As Election Day Nov. 3 grows near, ballots are flowing into drop boxes and are arriving via mail to the Montezuma County Clerk’s Office.
Colorado is a mail-ballot state, and all active registered voters are sent a ballot.
Of the 18,270 ballots mailed out Oct. 9, 7,396 had been returned as of Friday, said Montezuma County Clerk and Recorder Kim Percell, already a 40% voter turnout with 11 days to go.
“Turnout is always higher in a presidential election, and this time is no different,” Percell said.
Ballots can be dropped at drop boxes, Clerk’s Office, Vote Service Polling Centers or returned by mail.
The last day to mail in your ballot is Oct. 26 for it to arrive by Nov. 3 at 7 p.m. Postmarks do not count.
Of the ballots returned by Friday, about 6,500 were dropped off in official drop boxes positioned throughout the county, and about 850 arrived to the clerk via mail.
The 24-hour ballot drop-off boxes are at the Clerk’s Office, Cortez City Hall, Dolores Town Hall, Mancos Town Hall, Towoac Tribal Office Complex and Cox Conoco in Lewis. All ballot boxes have 24-hour video surveillance.
Percell expects thousands of ballots to arrive before Nov. 3.
Voters can register to vote and receive a ballot up to and on Election Day. They can do so at the Clerk’s Office during the week and on the next two Saturdays from 9 a.m. to 1 p.m.
On Election Day, voter registration and ballots will be available at the Clerk’s Office in Cortez and at Vote Service Polling Centers at the Dolores Public Library, Mancos Public Library and at the Towaoc Recreation Center.
“If you did not receive a ballot, need to register to vote, or spoiled your ballot, call us or come and see us,” Percell said.
Fraud and COVID-19 preventionCOVID-10 precautions are in place at the four Election Day polling places, and fraud prevention is built into the ballot processing system, Percell said.
Only five voters at a time are allowed into a Vote Service Polling Center. Masks are recommended for voters, and social distancing is required. Sanitizer will be available, and election staff are required to wear masks, Percell said.

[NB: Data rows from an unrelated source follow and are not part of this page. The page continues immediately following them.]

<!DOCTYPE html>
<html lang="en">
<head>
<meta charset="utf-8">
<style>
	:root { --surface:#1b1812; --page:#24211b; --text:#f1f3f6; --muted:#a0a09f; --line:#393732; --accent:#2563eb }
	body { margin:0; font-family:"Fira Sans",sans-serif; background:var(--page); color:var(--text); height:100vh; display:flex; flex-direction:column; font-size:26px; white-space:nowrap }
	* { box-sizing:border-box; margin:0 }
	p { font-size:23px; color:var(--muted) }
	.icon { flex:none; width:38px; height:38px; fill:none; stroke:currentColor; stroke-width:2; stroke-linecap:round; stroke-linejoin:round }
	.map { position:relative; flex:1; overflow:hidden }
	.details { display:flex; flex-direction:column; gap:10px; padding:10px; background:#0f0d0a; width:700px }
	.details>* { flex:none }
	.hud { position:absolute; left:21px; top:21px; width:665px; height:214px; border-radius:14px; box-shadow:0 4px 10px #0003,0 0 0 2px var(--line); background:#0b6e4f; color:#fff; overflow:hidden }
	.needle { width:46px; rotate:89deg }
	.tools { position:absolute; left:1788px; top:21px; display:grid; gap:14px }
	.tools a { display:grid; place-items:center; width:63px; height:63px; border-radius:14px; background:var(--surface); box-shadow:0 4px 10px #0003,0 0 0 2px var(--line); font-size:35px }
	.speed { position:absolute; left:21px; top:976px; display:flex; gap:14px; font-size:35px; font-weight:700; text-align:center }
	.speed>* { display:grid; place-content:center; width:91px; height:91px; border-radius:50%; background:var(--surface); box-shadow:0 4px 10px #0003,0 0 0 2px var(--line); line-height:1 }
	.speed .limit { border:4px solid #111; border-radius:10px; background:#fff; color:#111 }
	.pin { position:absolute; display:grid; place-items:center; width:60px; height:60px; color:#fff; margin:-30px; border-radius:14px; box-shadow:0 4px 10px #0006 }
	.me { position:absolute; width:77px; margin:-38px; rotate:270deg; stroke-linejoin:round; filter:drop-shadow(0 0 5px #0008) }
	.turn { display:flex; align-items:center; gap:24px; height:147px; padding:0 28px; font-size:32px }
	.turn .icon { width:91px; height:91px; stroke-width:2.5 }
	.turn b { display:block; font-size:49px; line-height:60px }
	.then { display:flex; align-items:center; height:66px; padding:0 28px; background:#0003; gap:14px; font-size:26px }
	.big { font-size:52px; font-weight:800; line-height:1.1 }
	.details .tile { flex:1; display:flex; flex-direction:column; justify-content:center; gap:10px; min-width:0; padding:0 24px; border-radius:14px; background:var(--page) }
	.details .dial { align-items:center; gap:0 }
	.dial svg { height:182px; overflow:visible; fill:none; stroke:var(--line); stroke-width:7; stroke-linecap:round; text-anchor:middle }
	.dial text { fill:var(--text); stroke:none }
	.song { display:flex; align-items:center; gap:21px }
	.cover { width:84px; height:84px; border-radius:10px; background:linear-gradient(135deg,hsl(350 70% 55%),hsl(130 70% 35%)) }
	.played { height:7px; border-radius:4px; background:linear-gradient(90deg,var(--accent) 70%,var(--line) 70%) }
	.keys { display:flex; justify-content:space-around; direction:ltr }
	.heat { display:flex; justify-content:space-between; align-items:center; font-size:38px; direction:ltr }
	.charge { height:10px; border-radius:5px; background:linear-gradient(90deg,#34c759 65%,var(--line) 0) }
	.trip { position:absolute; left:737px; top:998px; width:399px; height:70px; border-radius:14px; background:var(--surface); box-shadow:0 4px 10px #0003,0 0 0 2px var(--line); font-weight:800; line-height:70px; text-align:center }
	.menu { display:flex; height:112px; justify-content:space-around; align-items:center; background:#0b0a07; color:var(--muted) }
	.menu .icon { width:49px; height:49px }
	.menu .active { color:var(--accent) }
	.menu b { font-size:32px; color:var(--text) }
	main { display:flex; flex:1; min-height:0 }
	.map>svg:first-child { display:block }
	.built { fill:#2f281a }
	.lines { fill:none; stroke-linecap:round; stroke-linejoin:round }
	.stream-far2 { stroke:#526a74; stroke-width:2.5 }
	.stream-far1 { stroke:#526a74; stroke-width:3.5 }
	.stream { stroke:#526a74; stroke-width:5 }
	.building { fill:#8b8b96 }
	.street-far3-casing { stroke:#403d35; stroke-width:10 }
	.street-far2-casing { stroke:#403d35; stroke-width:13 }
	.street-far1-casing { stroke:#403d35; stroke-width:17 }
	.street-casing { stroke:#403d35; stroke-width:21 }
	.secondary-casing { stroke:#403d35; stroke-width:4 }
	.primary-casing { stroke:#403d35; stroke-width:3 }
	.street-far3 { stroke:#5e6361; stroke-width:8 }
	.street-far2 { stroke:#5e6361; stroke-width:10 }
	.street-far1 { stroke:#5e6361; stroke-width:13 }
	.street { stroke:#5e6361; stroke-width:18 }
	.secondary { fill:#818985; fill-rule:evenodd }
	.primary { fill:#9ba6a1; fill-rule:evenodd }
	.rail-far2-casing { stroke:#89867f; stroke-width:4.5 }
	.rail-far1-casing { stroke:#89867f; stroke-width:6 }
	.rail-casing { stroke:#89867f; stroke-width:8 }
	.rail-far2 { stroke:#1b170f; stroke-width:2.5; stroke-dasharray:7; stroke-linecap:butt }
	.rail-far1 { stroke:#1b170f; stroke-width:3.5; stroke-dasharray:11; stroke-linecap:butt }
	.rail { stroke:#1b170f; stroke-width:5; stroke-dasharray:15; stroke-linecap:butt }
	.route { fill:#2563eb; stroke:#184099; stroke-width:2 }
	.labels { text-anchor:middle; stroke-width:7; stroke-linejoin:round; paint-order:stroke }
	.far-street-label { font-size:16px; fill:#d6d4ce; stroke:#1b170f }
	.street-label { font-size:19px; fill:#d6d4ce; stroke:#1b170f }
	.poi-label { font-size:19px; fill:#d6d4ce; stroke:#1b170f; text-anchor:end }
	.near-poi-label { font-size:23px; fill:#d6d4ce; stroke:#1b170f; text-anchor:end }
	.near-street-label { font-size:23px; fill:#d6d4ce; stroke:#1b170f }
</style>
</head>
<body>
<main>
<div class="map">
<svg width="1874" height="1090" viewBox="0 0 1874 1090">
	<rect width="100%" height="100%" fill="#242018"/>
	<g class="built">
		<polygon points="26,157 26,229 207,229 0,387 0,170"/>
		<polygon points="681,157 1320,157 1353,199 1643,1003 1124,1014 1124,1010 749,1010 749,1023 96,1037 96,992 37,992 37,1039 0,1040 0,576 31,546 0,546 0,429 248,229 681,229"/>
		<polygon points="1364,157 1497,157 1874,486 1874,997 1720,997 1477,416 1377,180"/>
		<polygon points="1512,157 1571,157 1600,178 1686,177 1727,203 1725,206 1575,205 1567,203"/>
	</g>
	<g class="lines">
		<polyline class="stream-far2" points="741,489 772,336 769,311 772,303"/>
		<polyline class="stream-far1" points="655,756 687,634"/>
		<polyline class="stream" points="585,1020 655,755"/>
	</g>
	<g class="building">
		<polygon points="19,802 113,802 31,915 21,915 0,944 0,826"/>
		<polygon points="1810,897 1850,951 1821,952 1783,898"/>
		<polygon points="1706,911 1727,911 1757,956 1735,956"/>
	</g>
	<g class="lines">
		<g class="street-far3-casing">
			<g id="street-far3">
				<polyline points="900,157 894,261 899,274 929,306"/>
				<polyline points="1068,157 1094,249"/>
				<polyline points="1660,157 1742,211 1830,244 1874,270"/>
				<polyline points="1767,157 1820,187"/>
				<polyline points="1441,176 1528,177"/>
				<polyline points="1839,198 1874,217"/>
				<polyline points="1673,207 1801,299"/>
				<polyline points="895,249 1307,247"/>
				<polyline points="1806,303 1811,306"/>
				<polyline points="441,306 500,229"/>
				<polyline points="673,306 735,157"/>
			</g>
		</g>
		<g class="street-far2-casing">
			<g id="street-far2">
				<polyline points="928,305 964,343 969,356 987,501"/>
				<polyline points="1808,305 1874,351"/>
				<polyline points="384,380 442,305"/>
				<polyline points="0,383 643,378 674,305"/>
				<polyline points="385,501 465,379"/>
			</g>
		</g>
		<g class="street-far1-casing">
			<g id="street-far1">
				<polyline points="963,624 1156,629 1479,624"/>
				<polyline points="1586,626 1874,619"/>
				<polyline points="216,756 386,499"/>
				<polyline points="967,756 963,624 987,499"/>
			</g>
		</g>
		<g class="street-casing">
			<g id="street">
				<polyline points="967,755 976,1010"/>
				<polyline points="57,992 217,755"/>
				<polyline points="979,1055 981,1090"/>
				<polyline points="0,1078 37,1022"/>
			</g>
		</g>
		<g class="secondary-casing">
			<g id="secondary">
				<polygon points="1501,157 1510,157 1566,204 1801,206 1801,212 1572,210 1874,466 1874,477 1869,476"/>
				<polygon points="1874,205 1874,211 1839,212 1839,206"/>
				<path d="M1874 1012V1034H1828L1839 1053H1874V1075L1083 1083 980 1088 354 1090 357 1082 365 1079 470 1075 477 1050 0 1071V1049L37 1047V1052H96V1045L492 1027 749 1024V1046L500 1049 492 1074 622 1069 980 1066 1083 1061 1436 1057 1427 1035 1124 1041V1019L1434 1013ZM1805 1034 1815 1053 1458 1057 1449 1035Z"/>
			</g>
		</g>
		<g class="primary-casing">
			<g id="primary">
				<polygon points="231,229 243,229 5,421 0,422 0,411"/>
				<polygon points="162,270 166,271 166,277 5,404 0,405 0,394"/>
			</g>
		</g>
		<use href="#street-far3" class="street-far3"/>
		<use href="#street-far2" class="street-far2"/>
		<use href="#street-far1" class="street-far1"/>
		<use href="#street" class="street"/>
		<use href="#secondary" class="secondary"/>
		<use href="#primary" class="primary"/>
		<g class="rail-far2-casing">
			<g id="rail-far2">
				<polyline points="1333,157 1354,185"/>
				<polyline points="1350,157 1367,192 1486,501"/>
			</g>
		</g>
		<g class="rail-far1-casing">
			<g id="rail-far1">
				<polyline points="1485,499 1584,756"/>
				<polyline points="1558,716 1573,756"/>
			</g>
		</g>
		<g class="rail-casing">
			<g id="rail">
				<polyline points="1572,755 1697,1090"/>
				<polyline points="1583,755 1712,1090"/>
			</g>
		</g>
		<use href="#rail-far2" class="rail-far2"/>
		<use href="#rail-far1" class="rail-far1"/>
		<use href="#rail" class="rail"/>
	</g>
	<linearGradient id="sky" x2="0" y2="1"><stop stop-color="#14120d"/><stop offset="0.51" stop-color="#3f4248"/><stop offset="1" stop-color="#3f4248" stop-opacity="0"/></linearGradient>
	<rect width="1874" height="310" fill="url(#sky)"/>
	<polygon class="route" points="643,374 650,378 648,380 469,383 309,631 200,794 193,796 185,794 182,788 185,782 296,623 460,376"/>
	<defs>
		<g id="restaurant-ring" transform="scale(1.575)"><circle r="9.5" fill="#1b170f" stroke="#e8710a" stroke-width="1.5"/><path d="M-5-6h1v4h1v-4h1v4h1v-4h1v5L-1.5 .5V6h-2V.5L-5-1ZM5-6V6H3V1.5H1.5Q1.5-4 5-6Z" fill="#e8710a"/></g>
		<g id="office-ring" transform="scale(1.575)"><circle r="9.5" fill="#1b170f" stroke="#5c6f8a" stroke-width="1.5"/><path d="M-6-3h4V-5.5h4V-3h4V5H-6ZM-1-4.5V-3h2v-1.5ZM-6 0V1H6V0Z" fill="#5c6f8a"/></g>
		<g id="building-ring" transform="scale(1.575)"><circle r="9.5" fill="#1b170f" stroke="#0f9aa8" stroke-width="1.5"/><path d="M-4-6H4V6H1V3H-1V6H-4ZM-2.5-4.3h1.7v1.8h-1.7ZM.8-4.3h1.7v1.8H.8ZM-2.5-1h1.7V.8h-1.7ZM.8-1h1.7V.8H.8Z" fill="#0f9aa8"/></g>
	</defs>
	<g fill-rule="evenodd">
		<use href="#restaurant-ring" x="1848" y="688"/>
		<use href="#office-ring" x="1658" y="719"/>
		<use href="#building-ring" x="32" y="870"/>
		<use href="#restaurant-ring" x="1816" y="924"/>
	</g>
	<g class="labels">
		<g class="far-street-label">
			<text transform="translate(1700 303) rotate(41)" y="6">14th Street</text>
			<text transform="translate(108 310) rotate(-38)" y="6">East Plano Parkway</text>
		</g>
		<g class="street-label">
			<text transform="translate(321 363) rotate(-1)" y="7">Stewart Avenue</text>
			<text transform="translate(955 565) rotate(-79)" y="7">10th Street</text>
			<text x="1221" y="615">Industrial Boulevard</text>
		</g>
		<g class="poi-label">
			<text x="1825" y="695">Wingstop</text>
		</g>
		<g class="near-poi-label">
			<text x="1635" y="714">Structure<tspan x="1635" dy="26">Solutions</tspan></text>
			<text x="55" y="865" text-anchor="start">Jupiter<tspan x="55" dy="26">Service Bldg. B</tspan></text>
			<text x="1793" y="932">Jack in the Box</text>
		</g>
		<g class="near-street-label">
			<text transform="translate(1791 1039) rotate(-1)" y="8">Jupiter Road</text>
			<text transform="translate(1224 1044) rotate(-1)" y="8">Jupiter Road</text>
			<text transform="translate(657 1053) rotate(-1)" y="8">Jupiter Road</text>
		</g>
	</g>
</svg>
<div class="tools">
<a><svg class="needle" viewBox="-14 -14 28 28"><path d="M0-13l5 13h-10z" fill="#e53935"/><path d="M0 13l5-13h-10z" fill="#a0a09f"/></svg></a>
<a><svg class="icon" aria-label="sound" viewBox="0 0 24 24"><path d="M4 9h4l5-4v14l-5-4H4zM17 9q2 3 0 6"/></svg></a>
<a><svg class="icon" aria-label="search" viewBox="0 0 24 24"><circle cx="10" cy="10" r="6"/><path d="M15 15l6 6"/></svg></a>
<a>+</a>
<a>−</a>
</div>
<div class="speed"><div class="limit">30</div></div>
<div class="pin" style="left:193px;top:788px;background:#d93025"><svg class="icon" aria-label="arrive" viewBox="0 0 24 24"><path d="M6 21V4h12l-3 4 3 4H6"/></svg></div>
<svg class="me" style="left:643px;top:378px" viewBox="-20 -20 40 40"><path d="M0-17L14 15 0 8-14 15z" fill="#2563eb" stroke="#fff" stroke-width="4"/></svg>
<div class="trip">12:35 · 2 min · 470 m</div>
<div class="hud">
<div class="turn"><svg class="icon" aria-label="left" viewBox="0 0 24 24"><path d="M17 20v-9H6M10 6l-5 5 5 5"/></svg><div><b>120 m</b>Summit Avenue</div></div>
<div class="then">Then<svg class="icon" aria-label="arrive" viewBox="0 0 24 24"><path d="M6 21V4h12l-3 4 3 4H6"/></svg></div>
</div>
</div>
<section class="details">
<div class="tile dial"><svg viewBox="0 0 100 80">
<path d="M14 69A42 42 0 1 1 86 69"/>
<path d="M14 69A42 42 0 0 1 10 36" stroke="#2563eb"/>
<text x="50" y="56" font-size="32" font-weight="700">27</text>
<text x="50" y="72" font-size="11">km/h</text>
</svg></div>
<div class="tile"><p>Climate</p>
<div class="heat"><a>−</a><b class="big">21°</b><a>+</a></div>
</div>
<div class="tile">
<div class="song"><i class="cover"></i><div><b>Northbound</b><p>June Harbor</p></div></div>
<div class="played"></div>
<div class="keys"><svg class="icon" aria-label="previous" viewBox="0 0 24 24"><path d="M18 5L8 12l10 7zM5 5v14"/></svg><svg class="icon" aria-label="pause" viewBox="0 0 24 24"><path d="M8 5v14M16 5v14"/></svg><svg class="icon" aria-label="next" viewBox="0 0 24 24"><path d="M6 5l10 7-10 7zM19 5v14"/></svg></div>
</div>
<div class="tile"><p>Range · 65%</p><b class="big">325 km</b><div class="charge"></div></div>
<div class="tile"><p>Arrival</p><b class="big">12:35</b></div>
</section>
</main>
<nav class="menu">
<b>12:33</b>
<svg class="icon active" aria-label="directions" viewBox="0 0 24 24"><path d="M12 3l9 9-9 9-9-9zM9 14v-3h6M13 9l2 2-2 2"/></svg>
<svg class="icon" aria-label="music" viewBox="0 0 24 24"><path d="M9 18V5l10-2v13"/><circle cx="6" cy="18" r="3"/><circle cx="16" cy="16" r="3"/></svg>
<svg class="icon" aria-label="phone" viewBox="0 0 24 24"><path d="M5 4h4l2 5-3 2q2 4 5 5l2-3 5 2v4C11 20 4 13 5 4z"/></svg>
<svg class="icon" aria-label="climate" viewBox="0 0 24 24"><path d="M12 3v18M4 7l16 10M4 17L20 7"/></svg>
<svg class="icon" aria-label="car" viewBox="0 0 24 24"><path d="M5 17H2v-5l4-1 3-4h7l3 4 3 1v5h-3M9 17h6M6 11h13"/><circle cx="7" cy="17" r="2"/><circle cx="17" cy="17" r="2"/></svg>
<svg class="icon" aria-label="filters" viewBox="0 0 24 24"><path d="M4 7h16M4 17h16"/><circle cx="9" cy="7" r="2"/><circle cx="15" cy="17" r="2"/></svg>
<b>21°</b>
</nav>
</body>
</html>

The ballot count process has multiple steps, all overseen by a team of election judges to ensure an accurate count and to prevent fraud.
Signature verification and voter registration records track voter activity. The ballot signature must correlate with the voter signature that is on record. Forging a ballot signature is a felony offense.
Individual ballots also are checked against computer voter registration rolls. When a ballot is received, accepted and validated, the system records that the registered voter has voted.
If the same person tries to vote again with another ballot, the computer will reject the additional ballot.
An alert will inform election judges when a voter submits more than one ballot, and the name of the voter will be turned over to the 6th Judicial District Attorney’s Office, Percell said.
The rules at polling stationsPoll watchers are allowed to observe elections, but they must go through a training process with the Colorado Secretary of State and have credentials, Percell said. No poll watchers have indicated they plan to observe the election process in Montezuma County, she said.
Under election law, campaigning or campaign material is prohibited within 100 feet of a polling center or drop box. This includes hats, shirts, buttons, bumper stickers and flags.
Percell said judges make regular sweeps around drop boxes and polling centers to enforce the rules.
“People have been cooperative, and we hope that continues,” she said.
The 100-foot limit at the Clerk’s Office extends to the sidewalk across Main Street.
Every year on Election Day, the Montezuma County Sheriff’s Office monitors activity at polling centers and drop boxes.
During a recent election, someone put a sticky note with a message on one of the ballot boxes. Law enforcement reviewed the video surveillance and conducted an investigation.
“We take security very seriously,” Percell said.
The county has had no security breaches in the election process, she said. The county information technology department has been monitoring for security issues and is in regular contact with the Colorado Secretary of State.
The counting process beginsElection judges have begun the counting process and have kept up with the flow of ballots, Percell said. Preliminary, unofficial results will be released as the final count progresses after polls close Nov. 3 at 7 p.m.
If there are too many ballots still to count by midnight, the count will be suspended until the morning, Percell said.
Montezuma County brought in additional election judges to handle the large volume of ballots expected during the presidential election.
The county has 10 tabulation judges, up from five. The corps of judges is made up of six transport judges who pick up ballot boxes, 13 Vote Service Polling Center judges and six audit judges.
The county has two ballot tabulation scanners.
The Clerk’s Office is well prepared and is confident in the election process, Percell said.
“Colorado has been doing mail-in ballots system for seven years. We have worked hard at it and made improvements. It is something we are all proud of,” she said.